*** Records ***
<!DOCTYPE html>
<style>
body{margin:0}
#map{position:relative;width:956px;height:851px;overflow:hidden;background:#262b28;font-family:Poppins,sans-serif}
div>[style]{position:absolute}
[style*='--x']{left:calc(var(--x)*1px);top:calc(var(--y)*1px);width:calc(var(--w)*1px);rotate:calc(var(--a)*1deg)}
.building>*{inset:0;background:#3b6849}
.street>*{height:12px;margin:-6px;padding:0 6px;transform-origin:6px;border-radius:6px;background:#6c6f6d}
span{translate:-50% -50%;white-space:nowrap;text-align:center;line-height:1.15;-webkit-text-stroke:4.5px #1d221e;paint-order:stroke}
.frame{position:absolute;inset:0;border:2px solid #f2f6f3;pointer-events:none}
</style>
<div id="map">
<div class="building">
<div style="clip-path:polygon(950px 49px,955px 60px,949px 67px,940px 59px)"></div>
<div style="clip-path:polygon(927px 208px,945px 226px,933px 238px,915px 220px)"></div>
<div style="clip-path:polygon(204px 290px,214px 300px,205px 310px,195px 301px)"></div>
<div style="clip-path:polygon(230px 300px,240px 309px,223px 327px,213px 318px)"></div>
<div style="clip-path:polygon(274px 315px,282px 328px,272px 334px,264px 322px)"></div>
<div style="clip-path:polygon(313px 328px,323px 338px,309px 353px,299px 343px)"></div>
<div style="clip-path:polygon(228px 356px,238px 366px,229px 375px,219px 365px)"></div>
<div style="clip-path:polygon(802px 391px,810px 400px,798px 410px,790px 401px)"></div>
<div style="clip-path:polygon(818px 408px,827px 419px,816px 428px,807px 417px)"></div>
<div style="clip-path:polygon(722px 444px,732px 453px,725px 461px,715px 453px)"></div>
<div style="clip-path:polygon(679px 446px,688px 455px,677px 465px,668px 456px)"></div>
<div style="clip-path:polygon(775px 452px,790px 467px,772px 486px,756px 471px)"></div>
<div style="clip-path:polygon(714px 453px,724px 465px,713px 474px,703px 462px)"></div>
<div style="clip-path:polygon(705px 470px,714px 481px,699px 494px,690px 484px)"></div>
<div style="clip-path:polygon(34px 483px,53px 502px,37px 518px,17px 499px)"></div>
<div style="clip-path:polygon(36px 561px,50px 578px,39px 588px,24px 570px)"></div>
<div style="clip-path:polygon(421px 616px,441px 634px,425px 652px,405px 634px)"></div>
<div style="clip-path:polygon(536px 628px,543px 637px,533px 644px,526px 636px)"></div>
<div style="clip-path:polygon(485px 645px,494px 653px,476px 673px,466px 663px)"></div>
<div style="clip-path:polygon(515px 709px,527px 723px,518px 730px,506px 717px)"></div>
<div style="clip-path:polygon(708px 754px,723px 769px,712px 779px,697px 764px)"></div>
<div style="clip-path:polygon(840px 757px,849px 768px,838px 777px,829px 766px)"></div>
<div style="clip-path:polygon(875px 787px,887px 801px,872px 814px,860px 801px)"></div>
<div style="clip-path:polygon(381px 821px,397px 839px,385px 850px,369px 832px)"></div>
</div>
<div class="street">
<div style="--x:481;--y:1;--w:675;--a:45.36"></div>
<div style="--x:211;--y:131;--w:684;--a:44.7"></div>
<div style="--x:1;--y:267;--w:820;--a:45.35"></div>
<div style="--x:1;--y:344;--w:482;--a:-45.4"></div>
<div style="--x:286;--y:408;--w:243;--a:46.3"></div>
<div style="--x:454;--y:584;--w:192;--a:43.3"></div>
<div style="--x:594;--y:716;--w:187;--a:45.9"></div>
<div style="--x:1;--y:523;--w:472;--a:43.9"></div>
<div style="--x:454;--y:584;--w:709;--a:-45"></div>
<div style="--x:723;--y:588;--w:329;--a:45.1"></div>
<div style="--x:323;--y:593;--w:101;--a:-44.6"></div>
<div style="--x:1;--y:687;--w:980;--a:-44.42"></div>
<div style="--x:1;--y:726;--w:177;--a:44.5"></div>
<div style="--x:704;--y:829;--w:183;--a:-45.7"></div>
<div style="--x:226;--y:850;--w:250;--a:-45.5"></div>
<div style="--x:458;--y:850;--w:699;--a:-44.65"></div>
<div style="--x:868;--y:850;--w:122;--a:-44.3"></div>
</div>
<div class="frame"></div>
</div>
*** End of Records ***
**Activity**
Determine which lines above include the word "margin", and report those lines in full.

**Solution to this exercise**
body{margin:0}
.street>*{height:12px;margin:-6px;padding:0 6px;transform-origin:6px;border-radius:6px;background:#6c6f6d}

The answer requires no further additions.